Le Tribunal Administratif de Bordeaux a rejeté la requête de Mme C... contestant le refus du conseil départemental de l’ordre des médecins de la Gironde de porter plainte contre le Dr B.... La requête a été jugée irrecevable car elle ne contenait pas d’exposé de faits intelligibles ni de moyens de droit compréhensibles, les allégations de persécutions et de tests médicaux à son insu étant considérées comme inopérantes.
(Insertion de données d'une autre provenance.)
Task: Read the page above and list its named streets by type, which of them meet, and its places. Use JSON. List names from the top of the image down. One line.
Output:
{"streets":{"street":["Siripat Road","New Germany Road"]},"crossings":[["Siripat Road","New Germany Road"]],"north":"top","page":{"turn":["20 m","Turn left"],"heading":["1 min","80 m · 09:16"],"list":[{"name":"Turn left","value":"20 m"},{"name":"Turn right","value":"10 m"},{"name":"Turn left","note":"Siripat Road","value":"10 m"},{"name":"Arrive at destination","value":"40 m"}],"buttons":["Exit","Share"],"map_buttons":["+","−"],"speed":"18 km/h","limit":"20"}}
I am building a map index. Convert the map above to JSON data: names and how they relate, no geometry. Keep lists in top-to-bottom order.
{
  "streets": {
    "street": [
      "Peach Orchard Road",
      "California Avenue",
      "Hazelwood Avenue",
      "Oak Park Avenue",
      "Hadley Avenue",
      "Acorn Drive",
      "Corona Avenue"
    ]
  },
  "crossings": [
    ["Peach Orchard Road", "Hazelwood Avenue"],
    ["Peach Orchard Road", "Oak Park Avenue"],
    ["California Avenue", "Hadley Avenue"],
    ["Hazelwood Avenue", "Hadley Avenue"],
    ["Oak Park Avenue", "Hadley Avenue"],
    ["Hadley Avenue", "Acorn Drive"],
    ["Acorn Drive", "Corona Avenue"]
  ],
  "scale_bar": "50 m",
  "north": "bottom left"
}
La décision a été prise sur le fondement du 7° de l’article R. 222-1 du code de justice administrative, permettant de rejeter les requêtes manifestement irrecevables ou dépourvues de moyens sérieux.
Texte intégral
Vu la procédure suivante :
Par une requête et des mémoires enregistrés le 19 juin et le 18 octobre 2023, Mme A... C... doit être regardée comme demandant au tribunal l’annulation de la décision 1er juin 2023 par laquelle le conseil départemental de l’ordre des médecins de la Gironde a refusé de porter plainte à l’encontre du Dr B....
Elle soutient que le Dr B... à l’encontre duquel elle entend maintenir sa plainte, qui l’a prise en charge lors de son hospitalisation au centre hospitalier Charles Perrens, n’a pas respecté la charte des usagers et le code de la santé publique.
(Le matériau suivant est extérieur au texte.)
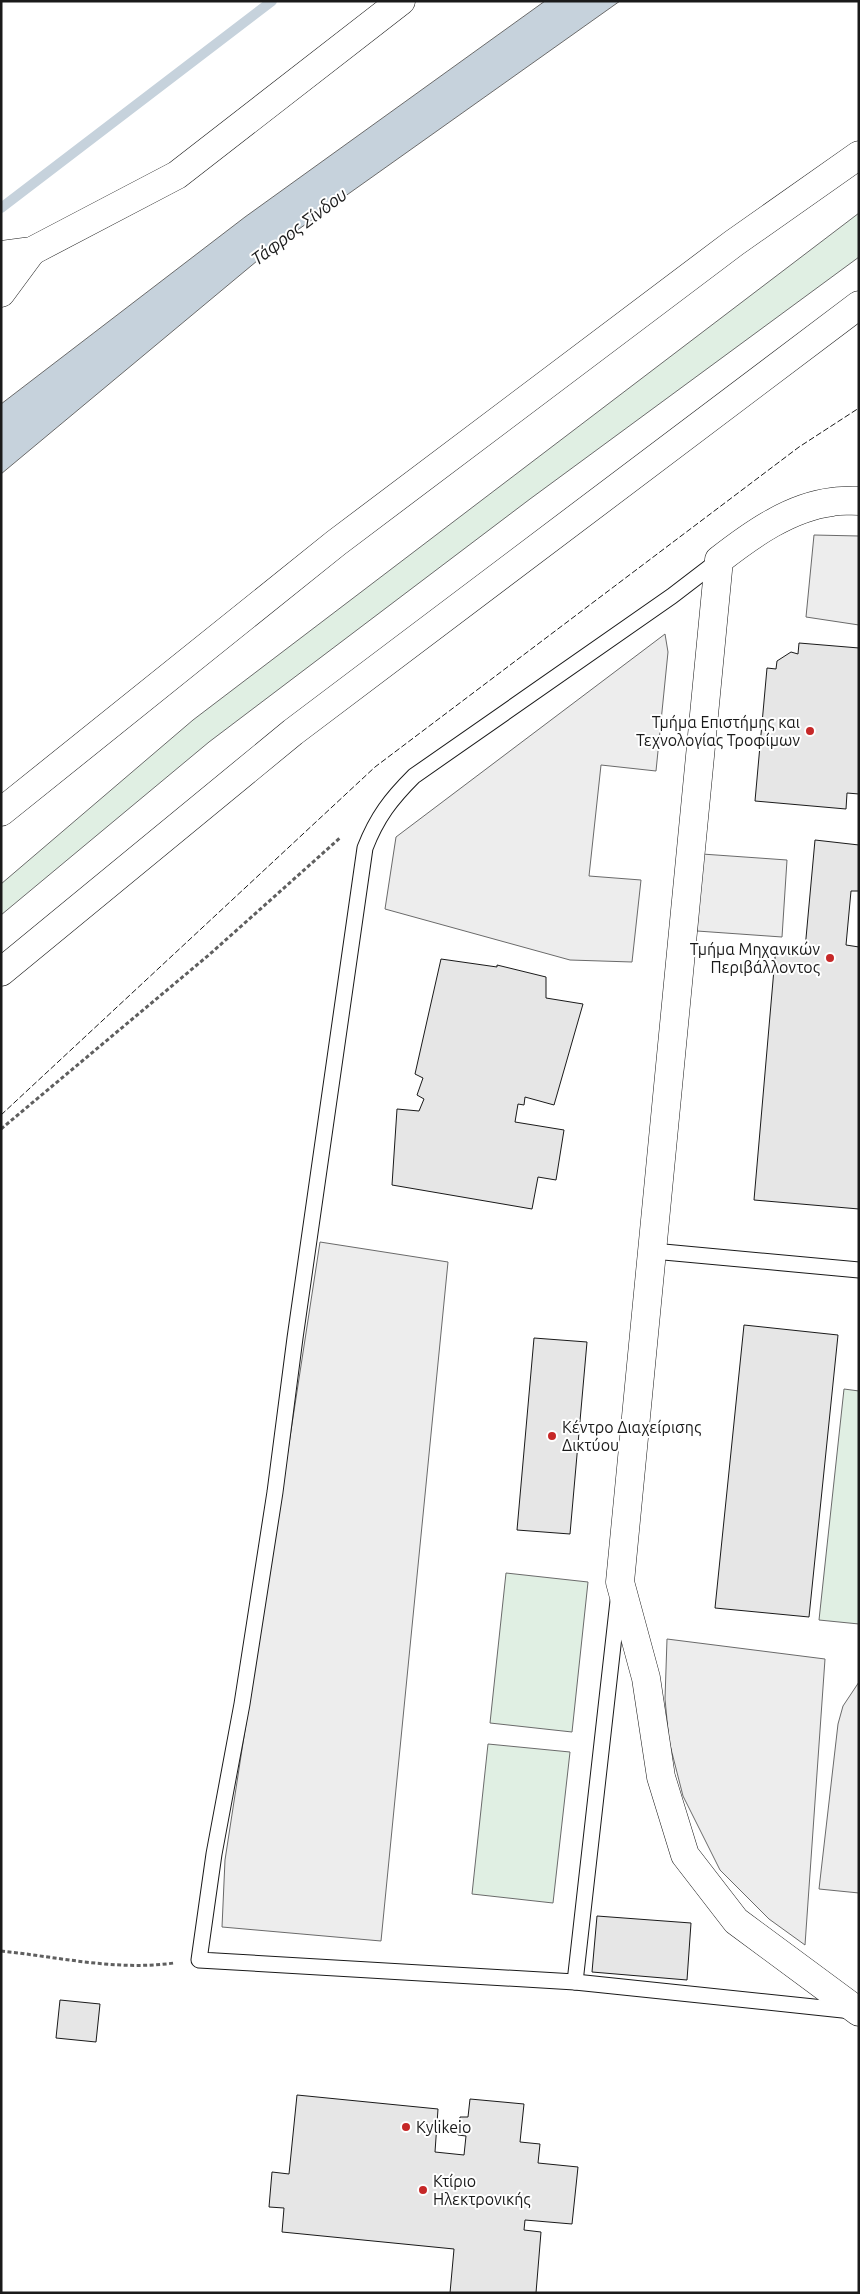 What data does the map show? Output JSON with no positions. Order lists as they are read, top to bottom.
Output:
{
  "water": ["Τάφρος Σίνδου"],
  "places": [
    "Τμήμα Επιστήμης και Τεχνολογίας Τροφίμων",
    "Τμήμα Μηχανικών Περιβάλλοντος",
    "Κέντρο Διαχείρισης Δικτύου",
    "Kylikeio",
    "Κτίριο Ηλεκτρονικής"
  ]
}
Par une ordonnance du 9 janvier 2025, la clôture d’instruction a été fixée au 31 janvier 2025.
Vu les autres pièces du dossier.
Vu le code de justice administrative.
Considérant ce qui suit :
Aux termes de l’article R. 222-1 du code de justice administrative : « (…) les présidents de formation de jugement des tribunaux (…) peuvent, par ordonnance : (…) 4º Rejeter les requêtes manifestement irrecevables lorsque la juridiction n'est pas tenue d'inviter leur auteur à les régulariser ou qu'elles n'ont pas été régularisées à l'expiration du délai imparti par une demande en ce sens (…) 7° Rejeter, après l'expiration du délai de recours ou, lorsqu'un mémoire complémentaire a été annoncé, après la production de ce mémoire, les requêtes ne comportant que des moyens de légalité externe manifestement infondés, des moyens irrecevables, des moyens inopérants ou des moyens qui ne sont assortis que de faits manifestement insusceptibles de venir à leur soutien ou ne sont manifestement pas assortis des précisions permettant d'en apprécier le bien-fondé. (…) ».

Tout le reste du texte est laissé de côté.